Check each line of the entries for "this" and report the ones that have it.

***** Data under study

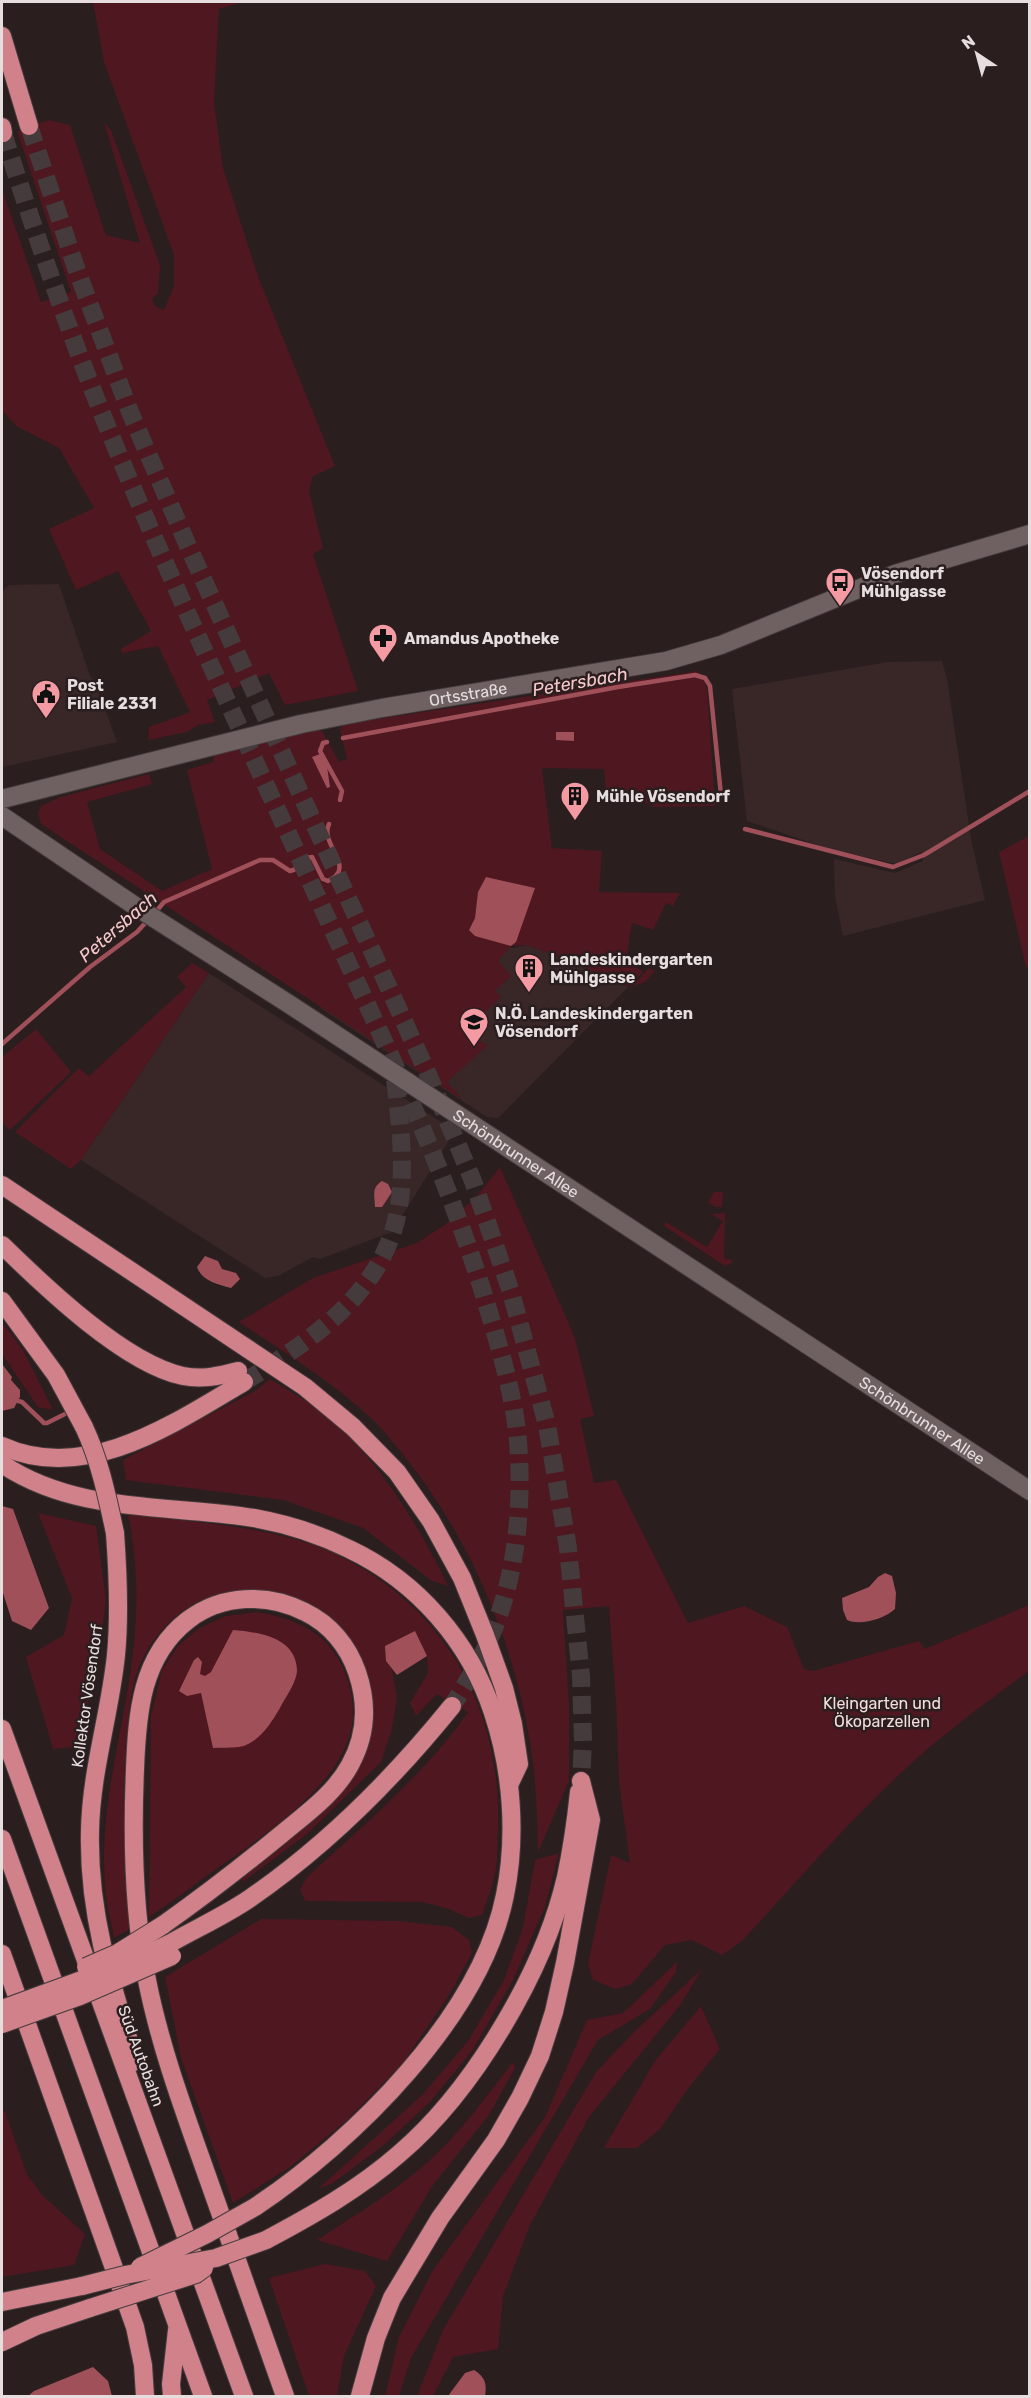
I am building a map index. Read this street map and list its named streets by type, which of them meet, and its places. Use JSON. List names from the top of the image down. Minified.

**********
***** Data under study

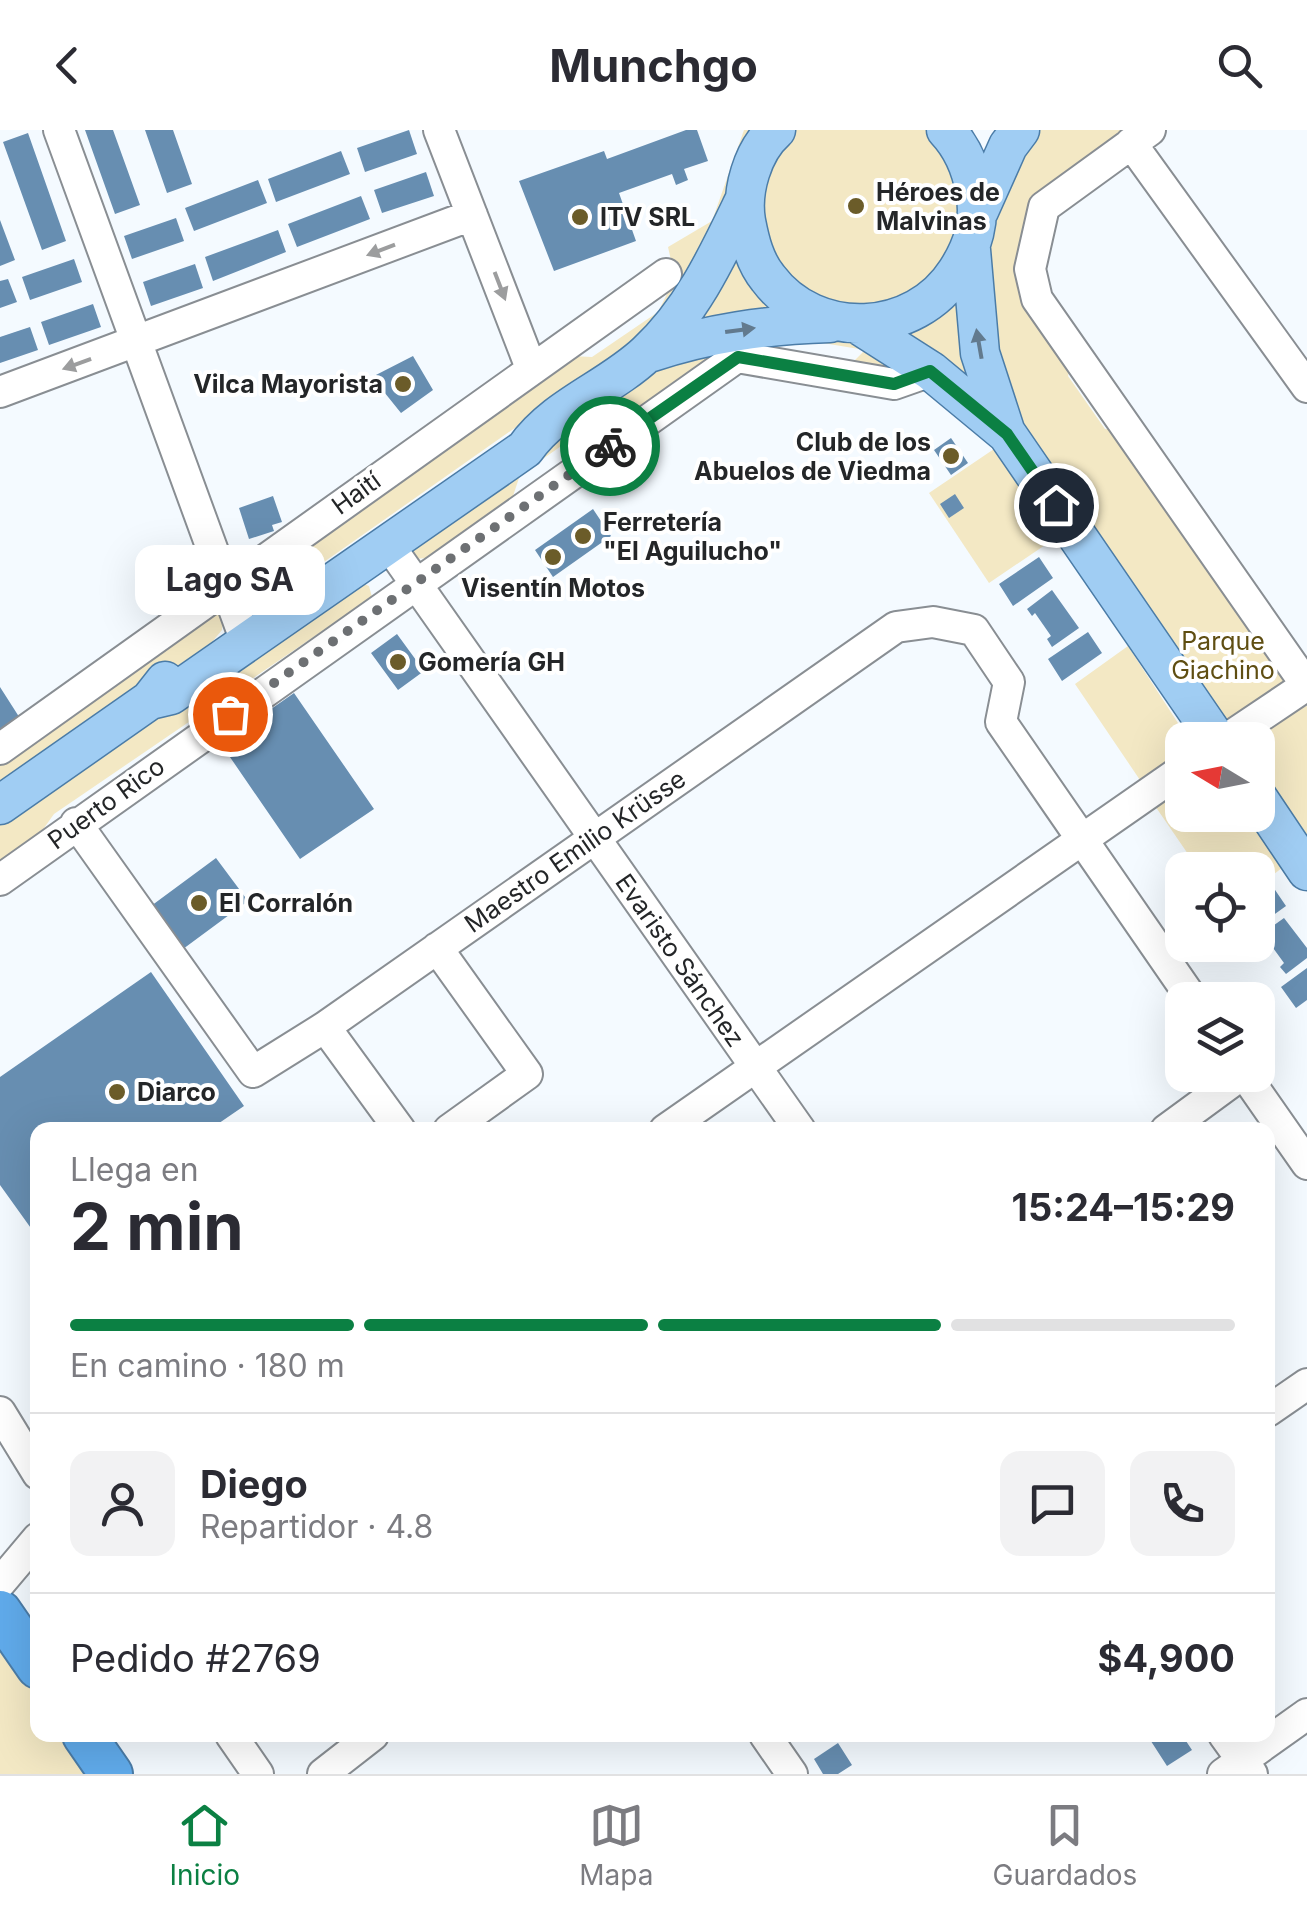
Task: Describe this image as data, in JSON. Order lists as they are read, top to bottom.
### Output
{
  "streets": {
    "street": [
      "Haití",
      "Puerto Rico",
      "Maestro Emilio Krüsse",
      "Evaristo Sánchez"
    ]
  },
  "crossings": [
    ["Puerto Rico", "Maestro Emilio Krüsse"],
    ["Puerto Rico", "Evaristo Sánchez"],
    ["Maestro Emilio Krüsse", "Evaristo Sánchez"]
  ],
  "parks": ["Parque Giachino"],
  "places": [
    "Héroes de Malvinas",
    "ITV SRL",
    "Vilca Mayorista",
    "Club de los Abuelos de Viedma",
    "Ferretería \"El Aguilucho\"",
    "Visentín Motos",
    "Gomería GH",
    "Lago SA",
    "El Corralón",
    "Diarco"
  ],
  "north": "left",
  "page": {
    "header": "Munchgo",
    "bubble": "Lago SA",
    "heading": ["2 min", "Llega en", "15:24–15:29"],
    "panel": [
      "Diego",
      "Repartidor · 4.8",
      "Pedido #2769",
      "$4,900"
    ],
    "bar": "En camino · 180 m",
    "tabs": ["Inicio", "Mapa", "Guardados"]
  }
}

**********
***** Data under study

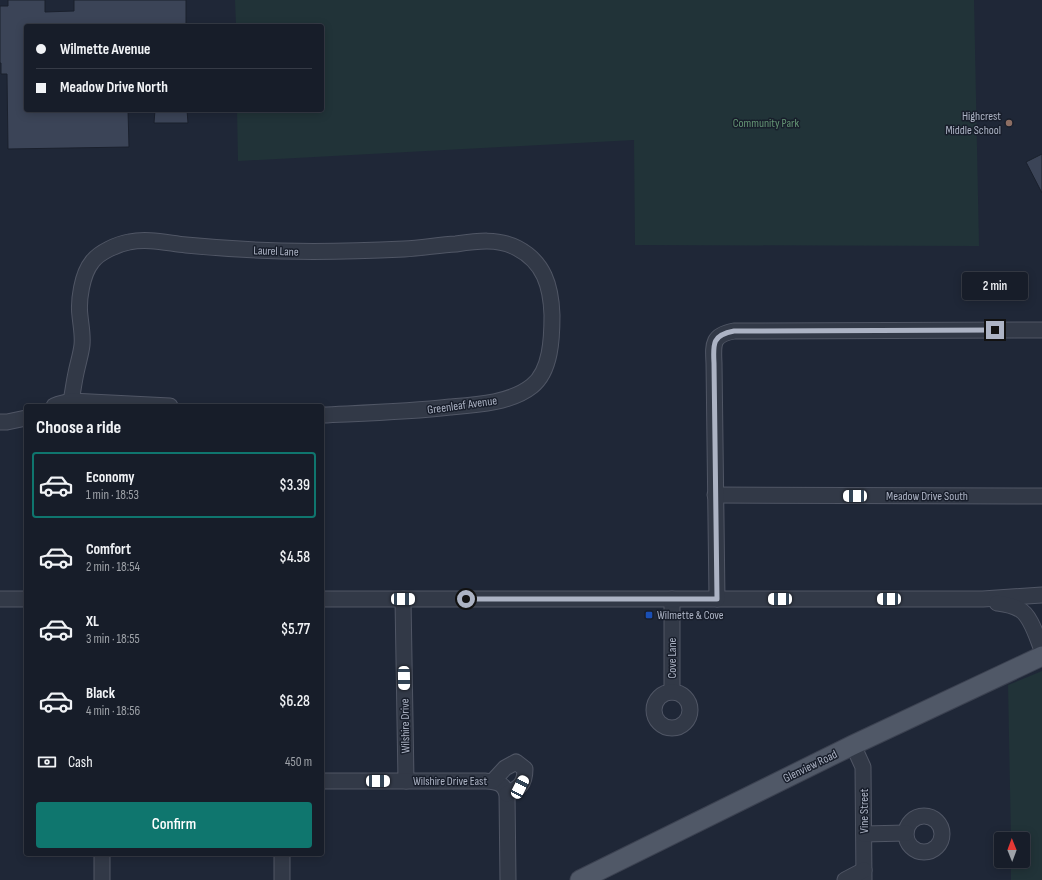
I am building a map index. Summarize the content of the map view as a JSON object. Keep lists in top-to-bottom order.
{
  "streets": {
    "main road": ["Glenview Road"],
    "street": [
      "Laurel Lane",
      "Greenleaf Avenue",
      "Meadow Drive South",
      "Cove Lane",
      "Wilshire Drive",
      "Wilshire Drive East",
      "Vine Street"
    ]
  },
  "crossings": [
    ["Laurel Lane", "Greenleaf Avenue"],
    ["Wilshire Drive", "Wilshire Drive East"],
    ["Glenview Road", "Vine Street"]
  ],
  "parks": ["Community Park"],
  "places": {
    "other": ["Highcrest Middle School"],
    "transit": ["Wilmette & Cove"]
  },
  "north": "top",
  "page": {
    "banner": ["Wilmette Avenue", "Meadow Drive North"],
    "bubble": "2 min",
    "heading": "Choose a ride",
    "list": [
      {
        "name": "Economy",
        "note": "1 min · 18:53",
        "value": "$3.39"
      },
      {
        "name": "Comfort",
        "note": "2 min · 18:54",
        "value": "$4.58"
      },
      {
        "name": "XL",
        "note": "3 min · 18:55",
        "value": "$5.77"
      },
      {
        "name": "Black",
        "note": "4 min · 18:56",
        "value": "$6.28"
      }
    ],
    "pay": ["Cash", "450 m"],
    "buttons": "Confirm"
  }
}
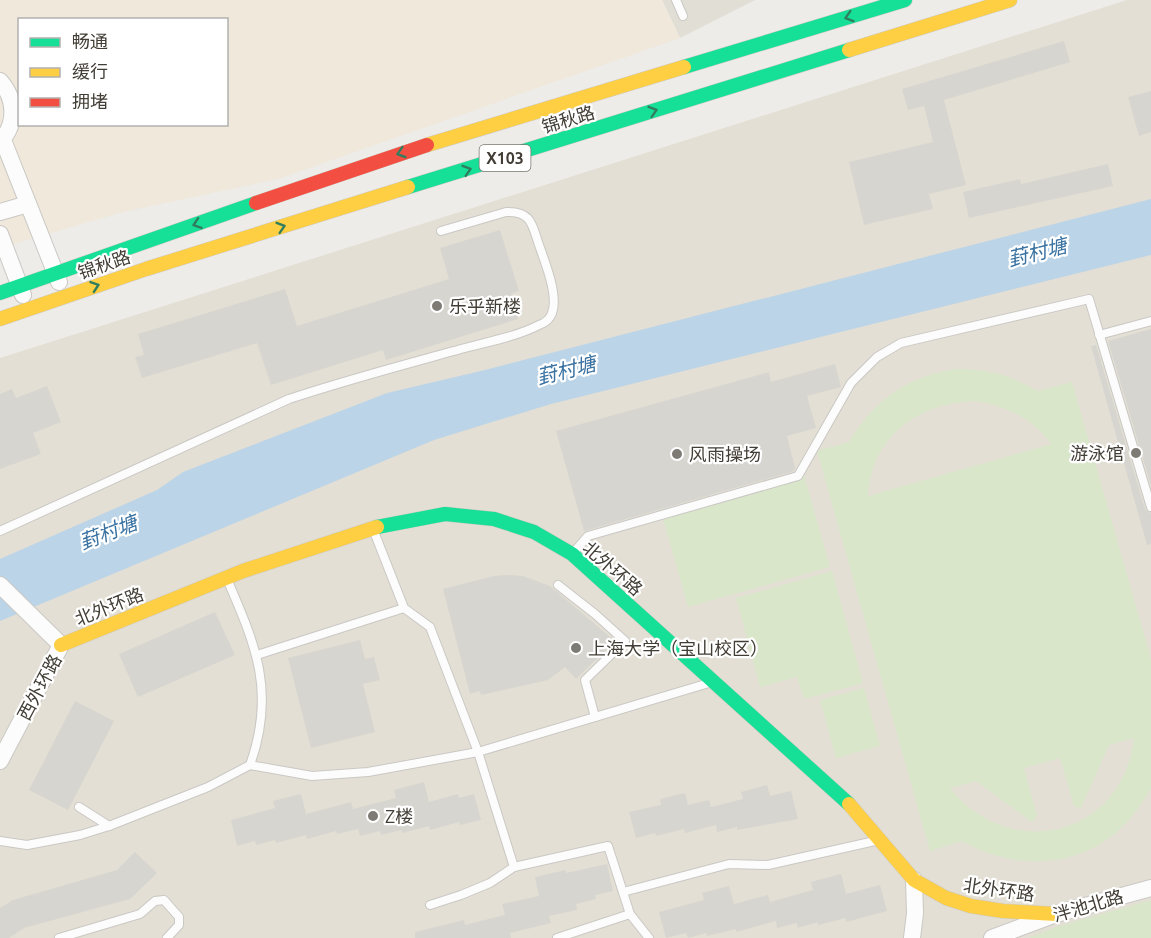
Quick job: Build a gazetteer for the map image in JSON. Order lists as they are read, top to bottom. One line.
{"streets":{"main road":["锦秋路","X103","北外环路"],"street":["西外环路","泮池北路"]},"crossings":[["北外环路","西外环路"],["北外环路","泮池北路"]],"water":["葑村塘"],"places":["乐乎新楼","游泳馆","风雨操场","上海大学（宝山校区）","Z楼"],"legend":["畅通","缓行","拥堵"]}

**********

▶ **Exercise output**:
I am building a map index. Read this street map and list its named streets by type, which of them meet, and its places. Use JSON. List names from the top of the image down. Minified.
Task: Describe this image as data, in JSON. Order lists as they are read, top to bottom.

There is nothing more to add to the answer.